··· RECORDED DATA ···
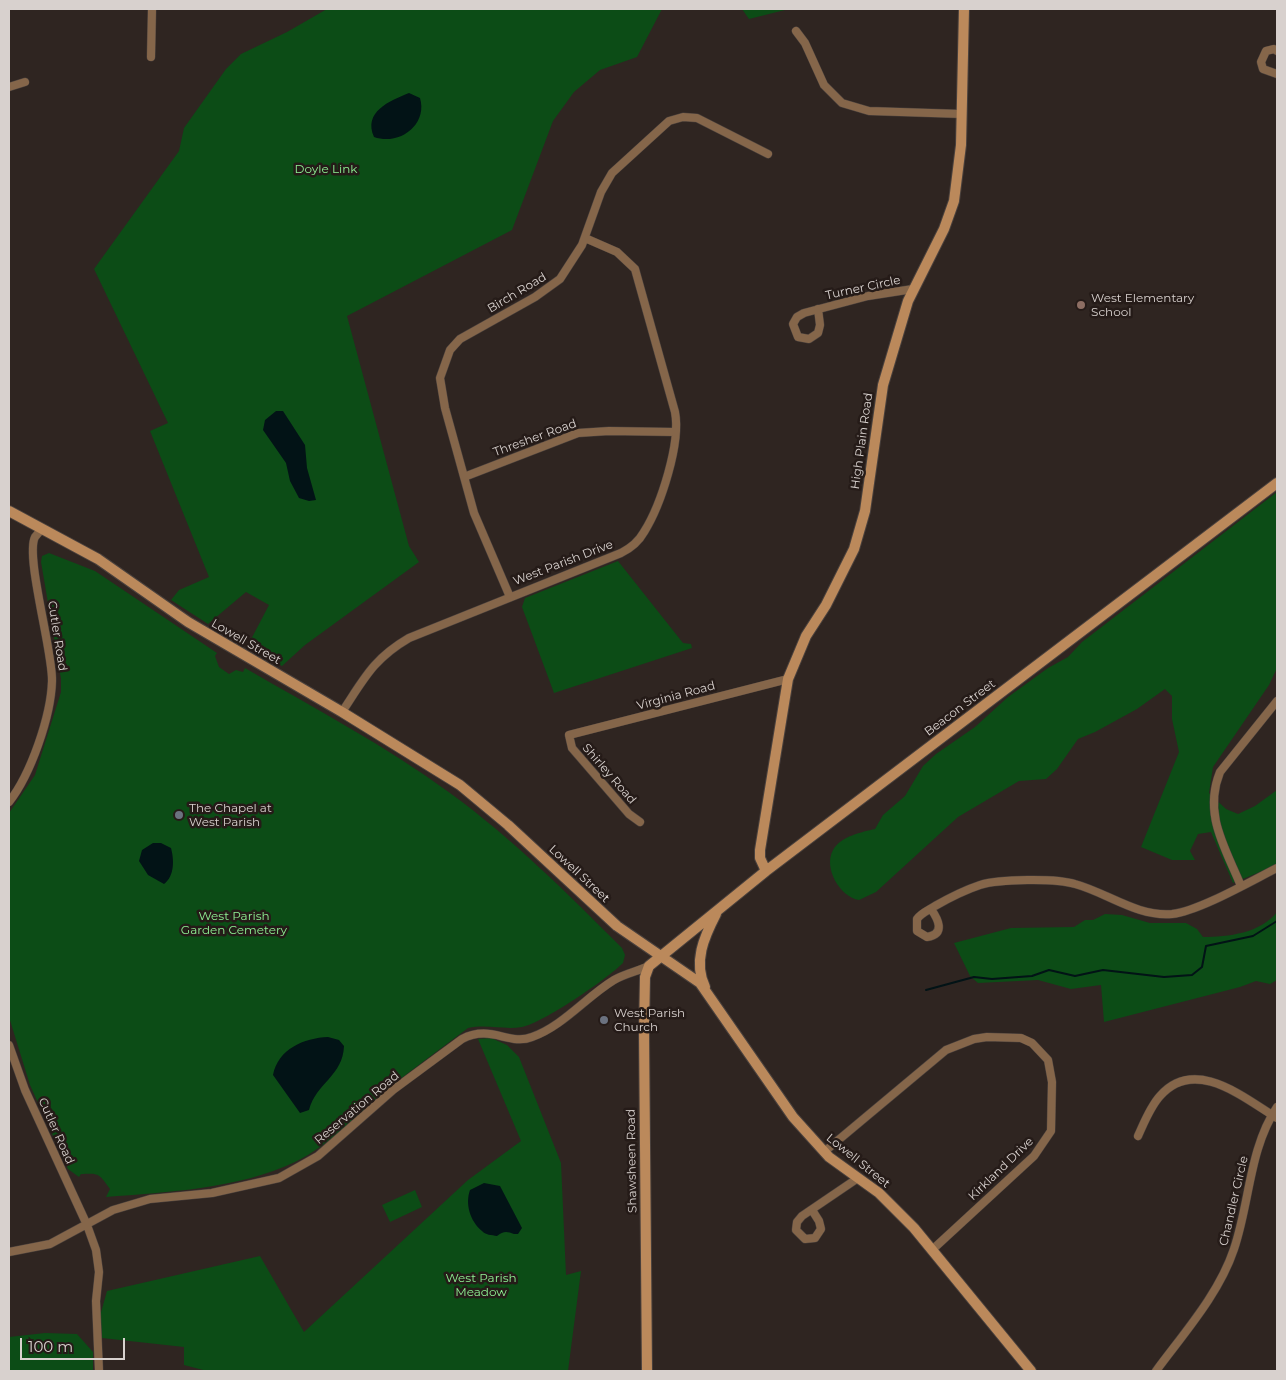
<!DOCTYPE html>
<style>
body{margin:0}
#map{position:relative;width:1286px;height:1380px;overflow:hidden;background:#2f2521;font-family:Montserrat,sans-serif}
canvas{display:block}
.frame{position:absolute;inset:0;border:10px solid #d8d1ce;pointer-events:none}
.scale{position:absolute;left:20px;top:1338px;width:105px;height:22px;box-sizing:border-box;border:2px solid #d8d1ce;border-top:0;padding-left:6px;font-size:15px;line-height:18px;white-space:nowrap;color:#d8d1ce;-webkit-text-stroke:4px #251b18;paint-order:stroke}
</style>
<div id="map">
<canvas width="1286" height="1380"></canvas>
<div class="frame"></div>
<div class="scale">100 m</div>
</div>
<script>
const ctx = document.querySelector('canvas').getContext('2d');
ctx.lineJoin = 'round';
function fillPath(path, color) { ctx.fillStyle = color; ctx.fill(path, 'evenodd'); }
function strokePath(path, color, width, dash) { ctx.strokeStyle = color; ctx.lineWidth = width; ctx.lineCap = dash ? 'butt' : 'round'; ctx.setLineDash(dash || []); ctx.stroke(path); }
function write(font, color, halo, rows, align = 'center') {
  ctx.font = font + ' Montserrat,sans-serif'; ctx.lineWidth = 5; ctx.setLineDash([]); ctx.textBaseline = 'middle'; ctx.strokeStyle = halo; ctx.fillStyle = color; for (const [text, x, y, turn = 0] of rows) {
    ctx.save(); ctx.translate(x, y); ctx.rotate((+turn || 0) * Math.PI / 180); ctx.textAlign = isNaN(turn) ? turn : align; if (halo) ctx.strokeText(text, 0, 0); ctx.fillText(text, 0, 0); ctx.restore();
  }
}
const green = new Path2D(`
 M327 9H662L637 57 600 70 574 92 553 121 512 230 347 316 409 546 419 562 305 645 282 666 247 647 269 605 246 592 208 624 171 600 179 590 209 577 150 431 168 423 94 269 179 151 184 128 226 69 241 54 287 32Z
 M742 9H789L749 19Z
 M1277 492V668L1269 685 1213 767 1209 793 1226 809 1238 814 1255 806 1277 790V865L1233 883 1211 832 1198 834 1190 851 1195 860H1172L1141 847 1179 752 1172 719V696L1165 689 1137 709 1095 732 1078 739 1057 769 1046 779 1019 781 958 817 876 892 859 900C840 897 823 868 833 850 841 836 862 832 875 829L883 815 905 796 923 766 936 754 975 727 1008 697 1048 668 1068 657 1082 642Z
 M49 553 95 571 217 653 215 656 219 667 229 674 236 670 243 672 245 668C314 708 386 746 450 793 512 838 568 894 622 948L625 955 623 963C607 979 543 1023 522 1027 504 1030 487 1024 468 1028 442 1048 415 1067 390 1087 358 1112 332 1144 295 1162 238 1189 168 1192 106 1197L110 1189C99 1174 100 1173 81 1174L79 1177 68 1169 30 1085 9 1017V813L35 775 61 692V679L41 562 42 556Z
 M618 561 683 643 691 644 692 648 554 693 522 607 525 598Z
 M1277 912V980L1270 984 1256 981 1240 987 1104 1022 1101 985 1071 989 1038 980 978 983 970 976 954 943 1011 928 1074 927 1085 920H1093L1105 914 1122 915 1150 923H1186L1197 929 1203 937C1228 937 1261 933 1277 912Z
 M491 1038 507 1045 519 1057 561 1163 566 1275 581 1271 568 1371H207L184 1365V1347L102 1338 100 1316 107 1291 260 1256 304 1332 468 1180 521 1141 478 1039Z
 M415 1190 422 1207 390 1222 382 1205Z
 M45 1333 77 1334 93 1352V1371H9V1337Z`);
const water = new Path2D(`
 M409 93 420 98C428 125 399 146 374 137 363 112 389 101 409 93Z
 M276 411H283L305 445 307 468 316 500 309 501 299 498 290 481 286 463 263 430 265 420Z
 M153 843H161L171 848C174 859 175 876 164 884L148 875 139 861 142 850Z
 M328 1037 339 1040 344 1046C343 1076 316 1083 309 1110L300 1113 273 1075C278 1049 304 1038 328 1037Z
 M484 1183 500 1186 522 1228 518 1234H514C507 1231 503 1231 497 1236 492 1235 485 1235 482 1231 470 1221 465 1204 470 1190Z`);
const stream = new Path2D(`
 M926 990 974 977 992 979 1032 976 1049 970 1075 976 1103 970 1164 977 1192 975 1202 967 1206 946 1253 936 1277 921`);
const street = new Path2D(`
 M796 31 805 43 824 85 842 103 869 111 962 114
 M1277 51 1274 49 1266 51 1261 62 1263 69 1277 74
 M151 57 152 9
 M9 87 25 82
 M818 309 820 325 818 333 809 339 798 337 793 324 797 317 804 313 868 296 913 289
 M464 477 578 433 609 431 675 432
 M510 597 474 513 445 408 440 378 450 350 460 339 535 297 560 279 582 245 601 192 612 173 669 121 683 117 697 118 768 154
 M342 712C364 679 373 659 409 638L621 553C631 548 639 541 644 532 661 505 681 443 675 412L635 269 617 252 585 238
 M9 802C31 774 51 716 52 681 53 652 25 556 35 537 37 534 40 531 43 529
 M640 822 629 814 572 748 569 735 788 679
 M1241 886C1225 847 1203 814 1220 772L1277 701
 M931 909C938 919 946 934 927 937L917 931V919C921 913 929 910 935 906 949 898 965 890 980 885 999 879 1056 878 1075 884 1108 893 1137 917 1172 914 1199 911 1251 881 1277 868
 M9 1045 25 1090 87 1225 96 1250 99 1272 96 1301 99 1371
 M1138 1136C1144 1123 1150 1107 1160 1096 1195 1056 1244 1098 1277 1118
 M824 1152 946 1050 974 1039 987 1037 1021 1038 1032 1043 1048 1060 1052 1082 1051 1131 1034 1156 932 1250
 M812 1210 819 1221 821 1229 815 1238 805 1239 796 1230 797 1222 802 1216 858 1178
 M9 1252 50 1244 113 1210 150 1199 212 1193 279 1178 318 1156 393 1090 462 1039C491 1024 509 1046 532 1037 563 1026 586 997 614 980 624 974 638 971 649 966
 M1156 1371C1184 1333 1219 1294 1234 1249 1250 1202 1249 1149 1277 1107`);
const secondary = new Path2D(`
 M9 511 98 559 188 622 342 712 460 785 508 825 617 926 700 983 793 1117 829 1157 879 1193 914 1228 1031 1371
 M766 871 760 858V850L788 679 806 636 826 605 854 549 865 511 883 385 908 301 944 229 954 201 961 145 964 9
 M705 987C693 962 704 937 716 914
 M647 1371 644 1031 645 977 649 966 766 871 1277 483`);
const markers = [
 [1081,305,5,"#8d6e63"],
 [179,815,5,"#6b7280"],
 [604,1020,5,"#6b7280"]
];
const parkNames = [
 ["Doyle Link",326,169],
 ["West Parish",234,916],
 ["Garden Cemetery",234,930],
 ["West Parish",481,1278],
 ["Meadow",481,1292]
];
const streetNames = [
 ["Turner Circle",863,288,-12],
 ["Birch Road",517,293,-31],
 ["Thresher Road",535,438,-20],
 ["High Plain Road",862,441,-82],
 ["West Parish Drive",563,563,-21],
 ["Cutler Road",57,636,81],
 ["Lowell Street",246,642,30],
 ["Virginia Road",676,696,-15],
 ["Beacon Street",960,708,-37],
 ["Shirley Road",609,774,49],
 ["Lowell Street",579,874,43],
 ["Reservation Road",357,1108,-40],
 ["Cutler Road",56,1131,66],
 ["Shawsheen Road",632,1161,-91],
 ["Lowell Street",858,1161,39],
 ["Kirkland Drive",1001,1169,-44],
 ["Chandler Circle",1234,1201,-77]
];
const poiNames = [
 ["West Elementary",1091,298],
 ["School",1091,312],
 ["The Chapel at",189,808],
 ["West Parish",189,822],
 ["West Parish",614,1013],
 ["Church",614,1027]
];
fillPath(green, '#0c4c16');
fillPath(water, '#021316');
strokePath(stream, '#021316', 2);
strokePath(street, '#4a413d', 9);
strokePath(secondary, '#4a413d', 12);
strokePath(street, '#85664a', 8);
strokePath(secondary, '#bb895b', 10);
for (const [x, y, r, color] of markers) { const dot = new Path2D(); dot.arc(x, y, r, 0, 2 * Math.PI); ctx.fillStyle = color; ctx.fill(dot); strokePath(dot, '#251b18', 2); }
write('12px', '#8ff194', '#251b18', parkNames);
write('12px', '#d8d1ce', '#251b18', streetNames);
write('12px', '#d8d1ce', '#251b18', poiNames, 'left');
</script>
···
··· RECORDED DATA ···
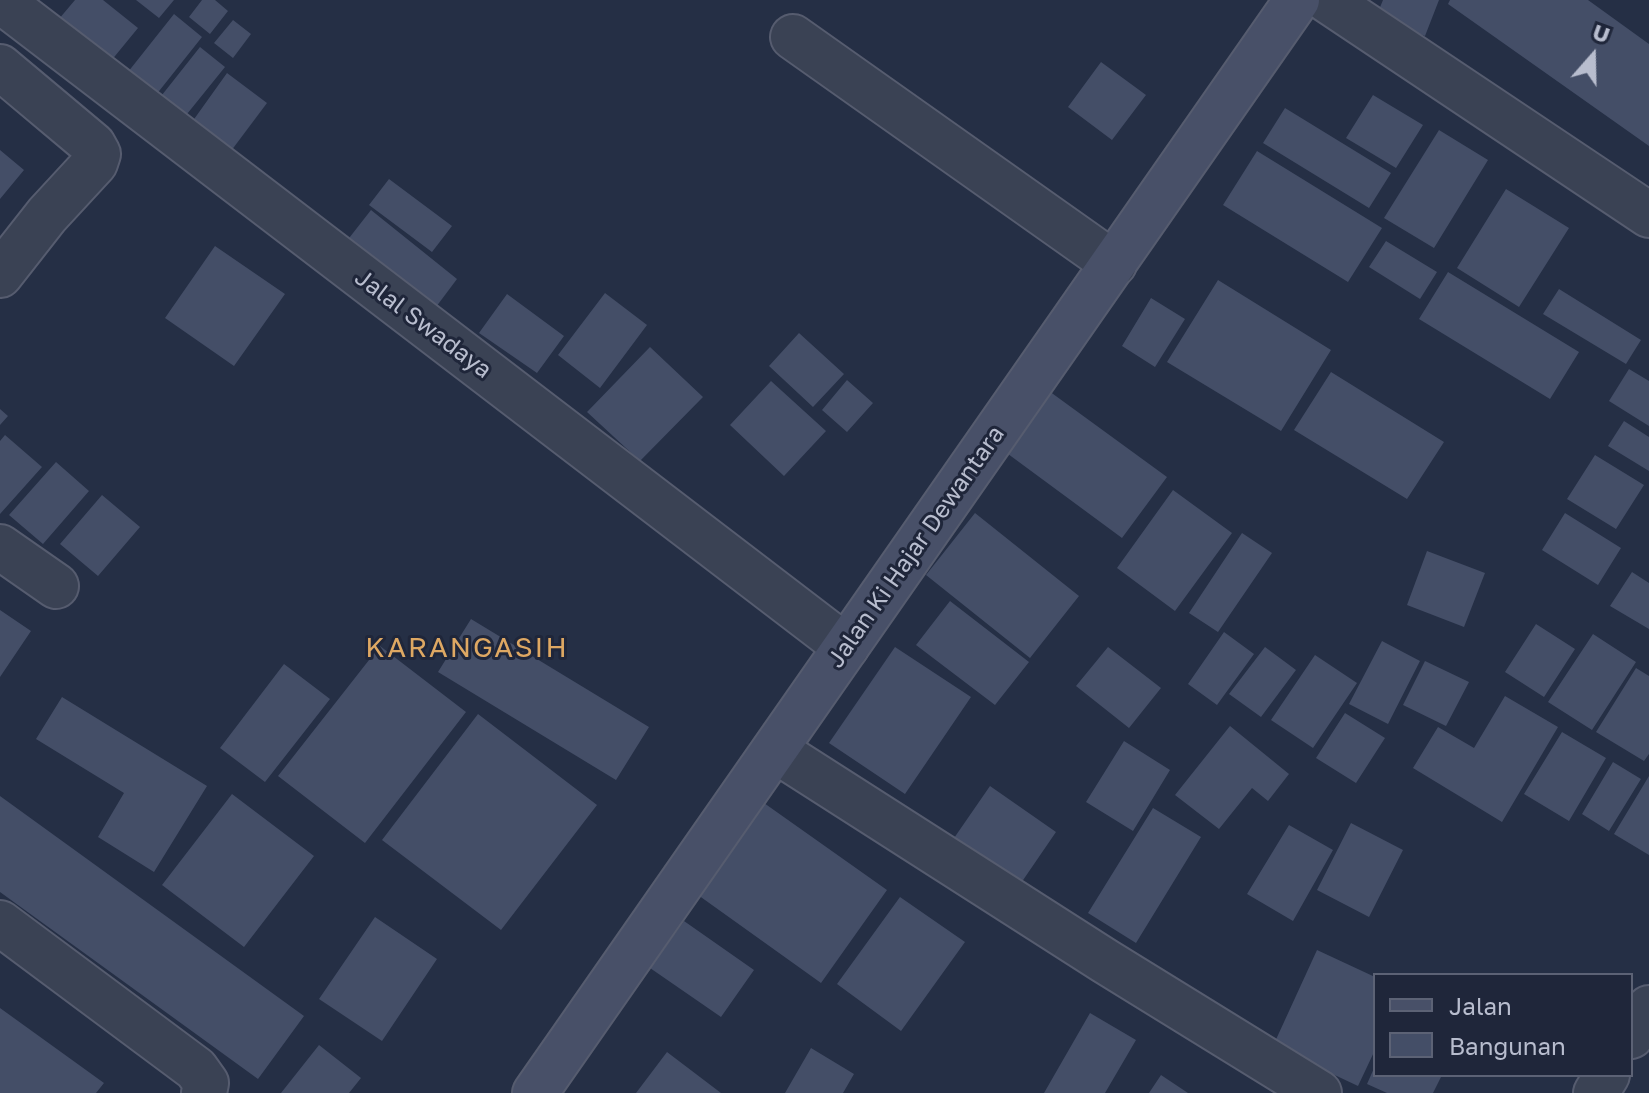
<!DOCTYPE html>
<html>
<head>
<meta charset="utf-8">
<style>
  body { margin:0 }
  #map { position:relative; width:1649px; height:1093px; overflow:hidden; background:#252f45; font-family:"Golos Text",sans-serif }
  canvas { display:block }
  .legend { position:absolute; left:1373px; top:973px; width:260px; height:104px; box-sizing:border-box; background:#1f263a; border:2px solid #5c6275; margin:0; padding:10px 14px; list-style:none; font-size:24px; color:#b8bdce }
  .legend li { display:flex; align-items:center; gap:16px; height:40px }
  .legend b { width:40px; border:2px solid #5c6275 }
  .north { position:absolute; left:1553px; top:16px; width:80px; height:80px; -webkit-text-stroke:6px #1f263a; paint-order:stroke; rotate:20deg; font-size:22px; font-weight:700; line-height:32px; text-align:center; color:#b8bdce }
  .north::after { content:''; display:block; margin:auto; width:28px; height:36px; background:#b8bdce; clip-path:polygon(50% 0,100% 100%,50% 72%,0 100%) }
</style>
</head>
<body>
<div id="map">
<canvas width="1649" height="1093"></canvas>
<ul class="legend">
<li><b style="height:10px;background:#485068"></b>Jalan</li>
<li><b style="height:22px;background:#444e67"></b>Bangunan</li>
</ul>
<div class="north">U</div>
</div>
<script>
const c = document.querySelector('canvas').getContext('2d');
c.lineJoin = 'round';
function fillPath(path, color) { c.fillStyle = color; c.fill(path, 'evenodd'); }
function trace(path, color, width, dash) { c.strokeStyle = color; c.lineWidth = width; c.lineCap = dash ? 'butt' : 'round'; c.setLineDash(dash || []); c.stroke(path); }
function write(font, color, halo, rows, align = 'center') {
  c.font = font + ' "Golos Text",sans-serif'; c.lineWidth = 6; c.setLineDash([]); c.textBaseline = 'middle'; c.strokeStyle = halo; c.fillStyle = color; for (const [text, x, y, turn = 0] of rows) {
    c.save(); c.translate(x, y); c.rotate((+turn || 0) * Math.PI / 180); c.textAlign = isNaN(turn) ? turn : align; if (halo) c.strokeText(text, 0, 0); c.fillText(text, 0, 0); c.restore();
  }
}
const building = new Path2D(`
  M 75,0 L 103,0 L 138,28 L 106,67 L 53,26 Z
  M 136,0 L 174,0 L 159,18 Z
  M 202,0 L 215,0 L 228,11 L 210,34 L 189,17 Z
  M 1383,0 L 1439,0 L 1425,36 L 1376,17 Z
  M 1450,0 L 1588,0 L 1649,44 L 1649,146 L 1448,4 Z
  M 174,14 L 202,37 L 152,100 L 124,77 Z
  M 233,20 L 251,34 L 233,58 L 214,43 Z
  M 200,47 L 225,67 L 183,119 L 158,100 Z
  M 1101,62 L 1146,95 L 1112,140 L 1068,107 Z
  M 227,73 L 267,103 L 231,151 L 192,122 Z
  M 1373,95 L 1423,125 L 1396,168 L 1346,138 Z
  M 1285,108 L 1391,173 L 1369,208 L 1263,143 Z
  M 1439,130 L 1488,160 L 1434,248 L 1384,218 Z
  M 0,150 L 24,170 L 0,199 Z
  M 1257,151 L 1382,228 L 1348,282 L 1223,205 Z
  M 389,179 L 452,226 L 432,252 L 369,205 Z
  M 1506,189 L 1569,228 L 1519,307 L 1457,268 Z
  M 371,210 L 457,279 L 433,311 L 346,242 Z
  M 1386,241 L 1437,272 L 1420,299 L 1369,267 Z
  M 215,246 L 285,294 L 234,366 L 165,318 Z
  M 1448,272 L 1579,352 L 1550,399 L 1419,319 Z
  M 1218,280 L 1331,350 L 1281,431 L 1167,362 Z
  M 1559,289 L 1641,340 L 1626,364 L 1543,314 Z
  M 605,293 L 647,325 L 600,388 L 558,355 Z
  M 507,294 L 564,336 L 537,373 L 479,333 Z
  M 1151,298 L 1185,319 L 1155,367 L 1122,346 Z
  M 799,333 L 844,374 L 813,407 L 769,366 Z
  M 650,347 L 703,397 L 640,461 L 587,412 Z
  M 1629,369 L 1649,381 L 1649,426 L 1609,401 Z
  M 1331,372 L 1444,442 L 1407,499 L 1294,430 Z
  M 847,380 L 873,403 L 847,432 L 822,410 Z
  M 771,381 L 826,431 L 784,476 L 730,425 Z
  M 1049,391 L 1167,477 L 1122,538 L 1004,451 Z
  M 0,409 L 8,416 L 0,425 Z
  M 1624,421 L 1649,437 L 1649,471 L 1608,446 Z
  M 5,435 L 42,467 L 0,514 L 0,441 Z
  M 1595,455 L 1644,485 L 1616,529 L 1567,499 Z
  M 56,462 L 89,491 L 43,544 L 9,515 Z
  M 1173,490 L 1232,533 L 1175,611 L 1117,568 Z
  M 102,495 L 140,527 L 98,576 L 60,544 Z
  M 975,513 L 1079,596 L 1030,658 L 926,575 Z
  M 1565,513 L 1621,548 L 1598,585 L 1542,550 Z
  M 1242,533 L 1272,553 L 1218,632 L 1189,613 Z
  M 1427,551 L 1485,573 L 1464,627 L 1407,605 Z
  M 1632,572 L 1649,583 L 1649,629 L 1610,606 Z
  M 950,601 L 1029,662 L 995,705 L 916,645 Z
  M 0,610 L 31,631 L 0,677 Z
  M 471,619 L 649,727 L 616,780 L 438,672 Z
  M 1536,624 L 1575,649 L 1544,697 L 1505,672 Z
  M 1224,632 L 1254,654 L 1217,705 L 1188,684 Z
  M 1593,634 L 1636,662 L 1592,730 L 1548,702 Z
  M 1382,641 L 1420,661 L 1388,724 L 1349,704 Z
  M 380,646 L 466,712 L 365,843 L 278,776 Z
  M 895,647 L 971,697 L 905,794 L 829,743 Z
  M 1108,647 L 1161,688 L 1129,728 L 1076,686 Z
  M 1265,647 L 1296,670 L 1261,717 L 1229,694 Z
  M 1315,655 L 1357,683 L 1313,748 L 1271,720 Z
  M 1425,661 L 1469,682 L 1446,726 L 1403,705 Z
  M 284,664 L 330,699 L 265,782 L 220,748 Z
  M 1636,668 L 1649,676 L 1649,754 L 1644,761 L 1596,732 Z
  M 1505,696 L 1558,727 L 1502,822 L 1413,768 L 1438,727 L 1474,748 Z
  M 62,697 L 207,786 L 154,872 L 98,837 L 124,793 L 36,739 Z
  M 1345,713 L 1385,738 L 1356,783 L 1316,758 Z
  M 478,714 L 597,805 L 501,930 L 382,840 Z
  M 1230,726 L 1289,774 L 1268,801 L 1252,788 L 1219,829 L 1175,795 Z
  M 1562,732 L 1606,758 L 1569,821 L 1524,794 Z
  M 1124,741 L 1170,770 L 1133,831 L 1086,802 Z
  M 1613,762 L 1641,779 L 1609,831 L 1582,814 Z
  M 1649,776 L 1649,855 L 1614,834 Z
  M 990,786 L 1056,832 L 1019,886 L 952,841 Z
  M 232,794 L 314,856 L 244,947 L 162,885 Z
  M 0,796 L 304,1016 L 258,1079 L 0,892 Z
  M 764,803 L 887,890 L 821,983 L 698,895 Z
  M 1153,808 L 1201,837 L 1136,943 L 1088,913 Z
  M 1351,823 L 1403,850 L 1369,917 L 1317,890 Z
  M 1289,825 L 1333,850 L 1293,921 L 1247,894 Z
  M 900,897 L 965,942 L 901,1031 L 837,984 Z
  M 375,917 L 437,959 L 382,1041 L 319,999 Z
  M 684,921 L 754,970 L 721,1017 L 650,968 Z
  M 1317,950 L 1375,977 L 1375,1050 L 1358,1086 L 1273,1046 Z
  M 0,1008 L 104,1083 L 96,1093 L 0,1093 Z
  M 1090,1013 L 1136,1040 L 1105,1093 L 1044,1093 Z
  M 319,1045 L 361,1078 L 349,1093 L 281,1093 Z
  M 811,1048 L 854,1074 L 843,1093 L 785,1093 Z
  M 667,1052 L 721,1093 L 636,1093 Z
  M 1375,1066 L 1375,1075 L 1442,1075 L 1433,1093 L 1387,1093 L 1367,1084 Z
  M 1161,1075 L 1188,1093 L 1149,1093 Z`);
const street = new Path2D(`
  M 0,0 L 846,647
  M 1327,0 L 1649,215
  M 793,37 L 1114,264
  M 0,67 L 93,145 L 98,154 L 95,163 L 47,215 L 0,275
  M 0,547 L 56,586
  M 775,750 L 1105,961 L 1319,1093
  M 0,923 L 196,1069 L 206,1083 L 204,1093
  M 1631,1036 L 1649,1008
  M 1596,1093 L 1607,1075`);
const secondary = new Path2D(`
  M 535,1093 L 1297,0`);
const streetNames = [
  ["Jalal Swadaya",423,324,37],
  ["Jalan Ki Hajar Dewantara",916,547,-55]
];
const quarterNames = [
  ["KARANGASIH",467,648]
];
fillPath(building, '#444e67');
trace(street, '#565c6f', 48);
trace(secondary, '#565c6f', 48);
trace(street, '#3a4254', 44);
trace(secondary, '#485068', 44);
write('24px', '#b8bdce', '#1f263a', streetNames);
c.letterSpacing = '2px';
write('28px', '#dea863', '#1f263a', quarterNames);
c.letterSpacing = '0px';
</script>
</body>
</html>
···
Going down the listing above, begin printing at the line with "color; ctx.fill(path, 'evenodd');" and finish with the line with "ctx.font = font", exactly as they appear.

function fillPath(path, color) { ctx.fillStyle = color; ctx.fill(path, 'evenodd'); }
function strokePath(path, color, width, dash) { ctx.strokeStyle = color; ctx.lineWidth = width; ctx.lineCap = dash ? 'butt' : 'round'; ctx.setLineDash(dash || []); ctx.stroke(path); }
function write(font, color, halo, rows, align = 'center') {
  ctx.font = font + ' Montserrat,sans-serif'; ctx.lineWidth = 5; ctx.setLineDash([]); ctx.textBaseline = 'middle'; ctx.strokeStyle = halo; ctx.fillStyle = color; for (const [text, x, y, turn = 0] of rows) {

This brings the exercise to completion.